It happened again yesterday. The president of a fundamentalist college, Northland International University, announced his resignation at the end of the academic year. A feeding frenzy ensued, especially on Facebook.
It didn’t matter that his resignation was being handled in an orderly manner, looking from the outside like a Paul and Barnabas type of separation in which both sides will go forward to achieve great things for the sake of the gospel.
People had to post their speculations about the situation anyway. This is the way of the world, and of Christian fundamentalism. We eat our young.
The attached post has two posts attached to it. One of them is a 21 page document on what may eventually cause the death of fundamental Christianity.
As a lady fundamentalist, I read all 21 pages and consider it a valuable read–one I will go back to again and again. For one thing, it gives a historical perspective on how fundamentalism developed and how it has defined itself within various decades.
Oh, it points out our flaws.

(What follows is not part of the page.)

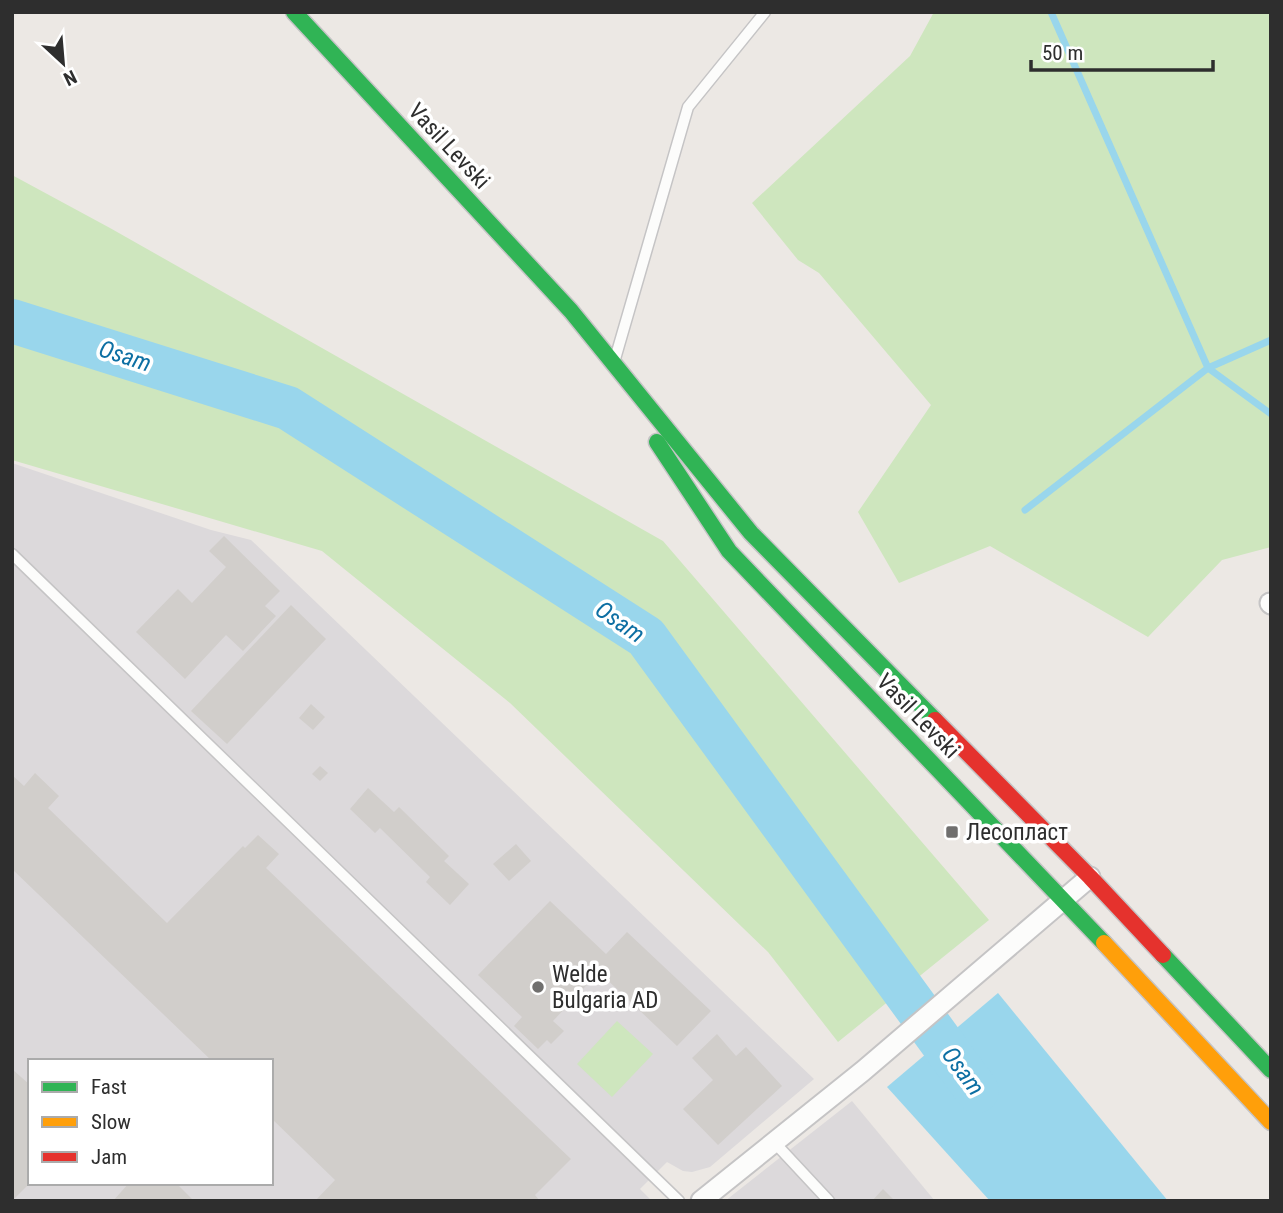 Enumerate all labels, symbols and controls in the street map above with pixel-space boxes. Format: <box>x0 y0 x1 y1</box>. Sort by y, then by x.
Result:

And it is even written by someone who has stayed outside of fundamentalism due to those very flaws.
I expect there will be lots of ad hominem attacks on the writer. Probably already have been, as the article has been around a while.
But it should make us think. If we love Christian fundamentalism, we should read it with a prayerful heart, asking whether any or all of it could be true.
The part I wish to focus on here is the tendency we have, just like much of the world has, to try a person via social media, rather than engaging face-to-face.
The article legitimately points out that Christ gave us a process for dealing with sins that affect the church. It is called church discipline. It is detailed in Matthew 18, mostly.
Many will say, “Well, the differences are between people in two different churches.” Or, “This issue involves a parachurch ministry, not an actual church.”
Their point is that fundamentalism does not have one common person in authority over such individuals, someone who could lead a church discipline process.
I say, “Pah!” to that. The Apostle Paul himself marvelled at how quickly people took each other before the civil authorities rather than using the church discipline process to right things that were wrong between them.
I have to stand with Paul here. Surely there has to be a better way to work things out in a parachurch ministry (a Christian university) than resorting to a civil trial-by-Facebook.
And there is a better way. Northland University has handled their issues, and righteously it seems.
It is the rest of us who need to get on board, close our gaping mouths that feel they need to comment as experts on everything that happens, and just pray for Northland.